2.7. The mitochondrial stress response is beneficial to Phb1-SCKO mice
Given the dramatic implications of the ISR for cells, such as a widespread inhibition of translation, we aimed to test if continuous activation of the ISR was maladaptive in the context of mitochondrial dysfunction in SCs, as suggested by Viader et al.11. To evaluate the role of ISR in Phb1-SCKO mice, we treated animals daily from P20 to P40 with 2.5 mg/kg of ISRIB (for ISR inhibitor). Unphosphorylated eIF2 transfers the methionylated initiator tRNA (Met-tRNA) to the ribosome in a guanosine 5′-triphosphate-dependent manner to start translation 35. Phosphorylation of the alpha subunit of eIF2 leads to competitive inhibition of eIF2B, the guanosine-exchange factor (GEF) for eIF2, halting translation 36. IRSIB is a small molecule known to enhance the GEF activity of eIF2B, thereby alleviating the translation block 37,38 (Fig. 6A).
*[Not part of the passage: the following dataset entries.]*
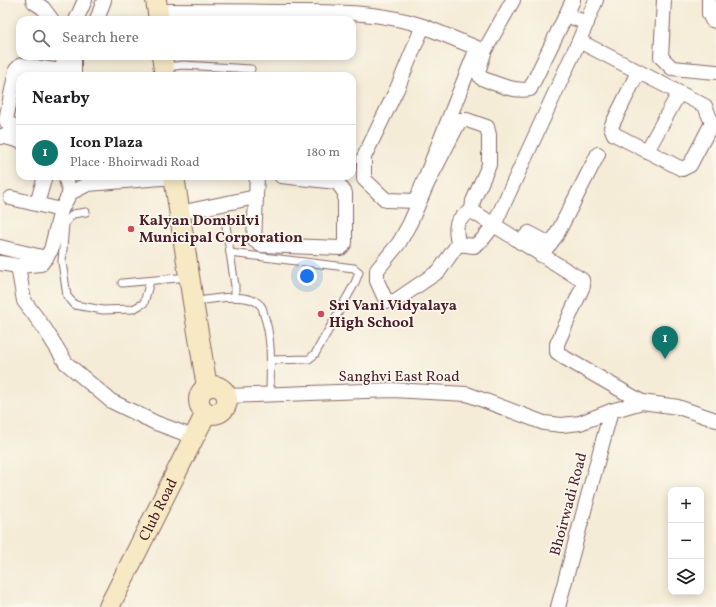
<!DOCTYPE html>
<html lang="en">
<head>
<meta charset="utf-8">
<style>
  body { margin:0; font-family:Vollkorn,serif; background:#f6f6f6; color:#202124 }
  .controls { position:absolute; right:12px; bottom:12px; display:grid; overflow:hidden; border-radius:8px; box-shadow:0 2px 10px #0003 }
  .controls button { width:36px; height:36px; display:grid; place-items:center; padding:0; border:0; border-bottom:1px solid #e0e0e0; background:#fff; color:#202124; font:20px sans-serif }
  .you { position:absolute; left:307px; top:276px; width:14px; height:14px; margin:-10px; border:3px solid #fff; border-radius:50%; background:#1a73e8; box-shadow:0 0 0 6px #1a73e833 }
  .badge { display:grid; place-items:center; width:26px; height:26px; border-radius:50%; background:#0f766e; color:#fff; font-size:13px; font-weight:700 }
  .pin { position:absolute; translate:-50% -33px; filter:drop-shadow(0 1px 2px #0008) }
  .pin::after { content:''; position:absolute; top:21px; width:14px; height:12px; background:inherit; clip-path:polygon(0 0,100% 0,50% 100%) }
  .list { margin:0; padding:0; list-style:none }
  h2 { display:flex; justify-content:space-between; align-items:center; height:52px; margin:0; padding:0 16px; font-size:17px }
  h2 small { font-size:13px; font-weight:400; color:#757577 }
  .list li { display:grid; grid-template-columns:26px 1fr auto; gap:12px; align-items:center; box-sizing:border-box; height:56px; padding:0 16px; border-top:1px solid #e0e0e0 }
  .list b { display:block; font-size:15px; white-space:nowrap }
  .list p { margin:0; font-size:13px; white-space:nowrap; color:#757577 }
  .list em { font-size:13px; font-style:normal; color:#757577 }
  .icon { flex:none; width:22px; height:22px; fill:none; stroke:currentColor; stroke-width:2; stroke-linecap:round; stroke-linejoin:round }
  .map { position:relative; flex:none; width:716px; height:607px; overflow:hidden }
  .search { position:absolute; background:#fff; box-shadow:0 2px 10px #0003; left:16px; top:16px; width:340px; height:44px; display:flex; align-items:center; gap:10px; box-sizing:border-box; padding:0 14px; border-radius:12px; color:#757577; font-size:15px }
  .panel { position:absolute; background:#fff; box-shadow:0 2px 10px #0003; left:16px; top:72px; width:340px; height:108px; border-radius:12px }
  .map>svg:first-child { display:block }
  .lines { fill:none; stroke-linecap:round; stroke-linejoin:round }
  .lane-casing { stroke:#866767; stroke-width:9 }
  .street-casing { stroke:#866767; stroke-width:16 }
  .secondary-casing { stroke:#866767; stroke-width:22 }
  .lane { stroke:#fff; stroke-width:7 }
  .street { stroke:#fff; stroke-width:14 }
  .secondary { stroke:#f6e9c3; stroke-width:20 }
  .poi-dot { fill:#d1495b; stroke:#fbf7ec; stroke-width:1.5 }
  .labels { text-anchor:middle; stroke-width:3.5; stroke-linejoin:round; paint-order:stroke }
  .poi-label { font-size:15px; font-weight:bold; fill:#4a1f2b; stroke:#fbf7ec; text-anchor:start }
  .street-label { font-size:15px; fill:#4a1f2b; stroke:#fbf7ec }
</style>
</head>
<body>
<div class="map">
<svg width="716" height="607" viewBox="0 0 716 607">
  <rect width="100%" height="100%" fill="#fbf7ec"/>
  <filter id="ink" filterUnits="userSpaceOnUse"><feTurbulence type="fractalNoise" baseFrequency=".025" numOctaves="2"/><feDisplacementMap in="SourceGraphic" scale="8" xChannelSelector="R" yChannelSelector="G"/><feConvolveMatrix kernelMatrix="1 2 1 2 8 2 1 2 1" color-interpolation-filters="sRGB"/></filter>
  <filter id="wash" filterUnits="userSpaceOnUse"><feTurbulence type="fractalNoise" baseFrequency=".012" numOctaves="4" result="noise"/><feDisplacementMap in="SourceGraphic" scale="16" xChannelSelector="R" yChannelSelector="G"/><feGaussianBlur stdDeviation="0.9" result="paint"/><feColorMatrix in="noise" values="0 0 0 0 0 0 0 0 0 0 0 0 0 0 0 0 0 1.4 0 .05"/><feComposite in="paint" operator="in"/></filter>
  <g filter="url(#wash)">
    <rect width="100%" height="100%" fill="#f5ecd7"/>
  </g>
  <g filter="url(#ink)">
    <g class="lines">
      <g class="lane-casing">
        <g id="lane">
          <polyline points="166,67 183,65 251,69"/>
          <polyline points="86,212 73,214 65,223 62,262 67,296 75,305 103,310 133,309 144,303 150,281"/>
          <polyline points="225,219 235,286 235,297"/>
          <polyline points="230,253 354,268 359,272 355,283 315,354 309,359 271,360"/>
          <polyline points="122,283 189,277"/>
          <path d="M195 302C210 299 249 291 261 306 263 308 263 312 264 315 273 340 270 369 270 395"/>
        </g>
      </g>
      <g class="street-casing">
        <g id="street">
          <polyline points="33,0 34,2 43,8 52,20"/>
          <path d="M513 0 485 50 478 72 481 78C497 84 513 92 530 89L566 15 587 23"/>
          <polyline points="596,0 579,41 494,225 582,280 583,286 557,344 557,352 565,358 642,402"/>
          <polyline points="664,0 661,57 672,68 716,72"/>
          <polyline points="709,0 709,14 712,20 716,21"/>
          <path d="M157 11C201 11 244 11 288 12 333 12 380 11 423 26L477 48 416 201 386 200 364 179V157L397 89 423 26"/>
          <polyline points="566,15 573,0"/>
          <polyline points="76,20 85,0"/>
          <polyline points="97,20 104,0"/>
          <path d="M579 41C621 63 663 84 705 106L712 123 690 165 682 169 614 134 611 127 638 72"/>
          <polyline points="60,76 65,56"/>
          <polyline points="74,76 74,56"/>
          <polygon points="460,120 467,120 487,127 489,135 489,165 473,201 472,211 494,225 482,240 474,246 458,244 439,271 395,301 386,301 377,281 377,270 399,243 410,223 428,182"/>
          <polyline points="20,127 8,124 6,120 16,70 21,65 61,71"/>
          <polyline points="0,137 2,136 20,141"/>
          <polyline points="647,151 679,93"/>
          <polyline points="65,176 70,193"/>
          <polyline points="257,176 254,240 261,245 341,248 345,243 345,193 337,182 281,176"/>
          <polyline points="11,198 61,210"/>
          <polyline points="37,204 45,176"/>
          <polyline points="179,213 256,197"/>
          <polyline points="520,242 529,233 550,244"/>
          <path d="M458 244C455 226 454 219 472 211"/>
          <polyline points="0,247 46,258"/>
          <polyline points="541,255 556,236 598,154"/>
          <polyline points="0,263 18,266 41,264 51,250 61,210 70,193 88,184 174,177"/>
          <polyline points="18,266 24,301 45,329 66,363 111,401 156,423 194,437"/>
          <polyline points="227,396 392,390 467,394 544,423 562,425 580,423 611,411 642,402 678,407 716,420"/>
          <polyline points="558,607 611,411"/>
        </g>
      </g>
      <g class="secondary-casing">
        <g id="secondary">
          <polyline points="156,0 159,20"/>
          <polyline points="162,56 165,76"/>
          <polyline points="174,176 193,302 207,387"/>
          <circle cx="213" cy="400" r="14"/>
          <path id="s1" d="M109 607 206 413"/>
        </g>
      </g>
      <use href="#lane" class="lane"/>
      <use href="#street" class="street"/>
      <use href="#secondary" class="secondary"/>
    </g>
  </g>
  <g class="poi-dot">
    <circle cx="131" cy="229" r="4"/>
    <circle cx="321" cy="314" r="4"/>
  </g>
  <g class="labels">
    <g class="poi-label">
      <text x="139" y="225">Kalyan Dombilvi<tspan x="139" dy="17">Municipal Corporation</tspan></text>
      <text x="329" y="310">Sri Vani Vidyalaya<tspan x="329" dy="17">High School</tspan></text>
    </g>
    <g class="street-label">
      <text x="399" y="381">Sanghvi East Road</text>
      <text transform="translate(568 504) rotate(-75)" y="5">Bhoirwadi Road</text>
      <text dy="5" stroke="none"><textPath href="#s1" startOffset="109">Club Road</textPath></text>
    </g>
  </g>
</svg>
<div class="controls">
<button>+</button>
<button>−</button>
<button><svg class="icon" aria-label="layers" viewBox="0 0 24 24"><path d="M12 4l9 5-9 5-9-5zM3 14l9 5 9-5"/></svg></button>
</div>
<div class="you"></div>
<div class="pin badge" style="left:665px;top:359px">1</div>
<div class="search"><svg class="icon" aria-label="search" viewBox="0 0 24 24"><circle cx="10" cy="10" r="6"/><path d="M15 15l6 6"/></svg>Search here</div>
<section class="panel">
<h2>Nearby<small></small></h2>
<ul class="list">
<li><span class="badge">1</span><div><b>Icon Plaza</b><p>Place · Bhoirwadi Road</p></div><em>180 m</em></li>
</ul>
</section>
</div>
</body>
</html>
As expected, ISRIB treatment did not change p-eIF2α levels (Fig. 6B), but significantly reduced the upregulation of ATF4 target genes in Phb1-SCKO mice (Fig. 6C). In tibial nerves, we identified a small reduction in myelin thickness (g-ratio = the ratio between axon and fiber diameters) in larger caliber axons due to Phb1 deletion in SCs, which was accompanied by a reduction in overall axon caliber. However, there was no significant effect of ISRIB on these parameters (Supplementary Fig. 14). Surprisingly, additional morphological analysis of tibial nerves of Phb1-SCKO mice treated with ISRIB, revealed an exacerbation of the demyelination (Fig. 6D). Supporting this conclusion, quantifications showed an increased number of demyelinated axons and of myelin degradation in Phb1-SCKO mice upon ISRIB treatment (Fig. 6E). In line with our morphological findings, Phb1-SCKO animals treated with ISRIB showed a trend toward reduced performance in the rotarod test as compared to Phb1-SCKO mice treated with vehicle (p-values Phb1-SCKO + ISRIB vs Phb1-SCKO + Veh: Day 2 = 0.0936, Day 3 = 0.0979, Day 4 = 0.0723) (Fig. 6F).
Taken together, our results suggest that activation of the ISR not only is not detrimental, but may even be a protective mechanism against demyelination triggered by deletion of Phb1.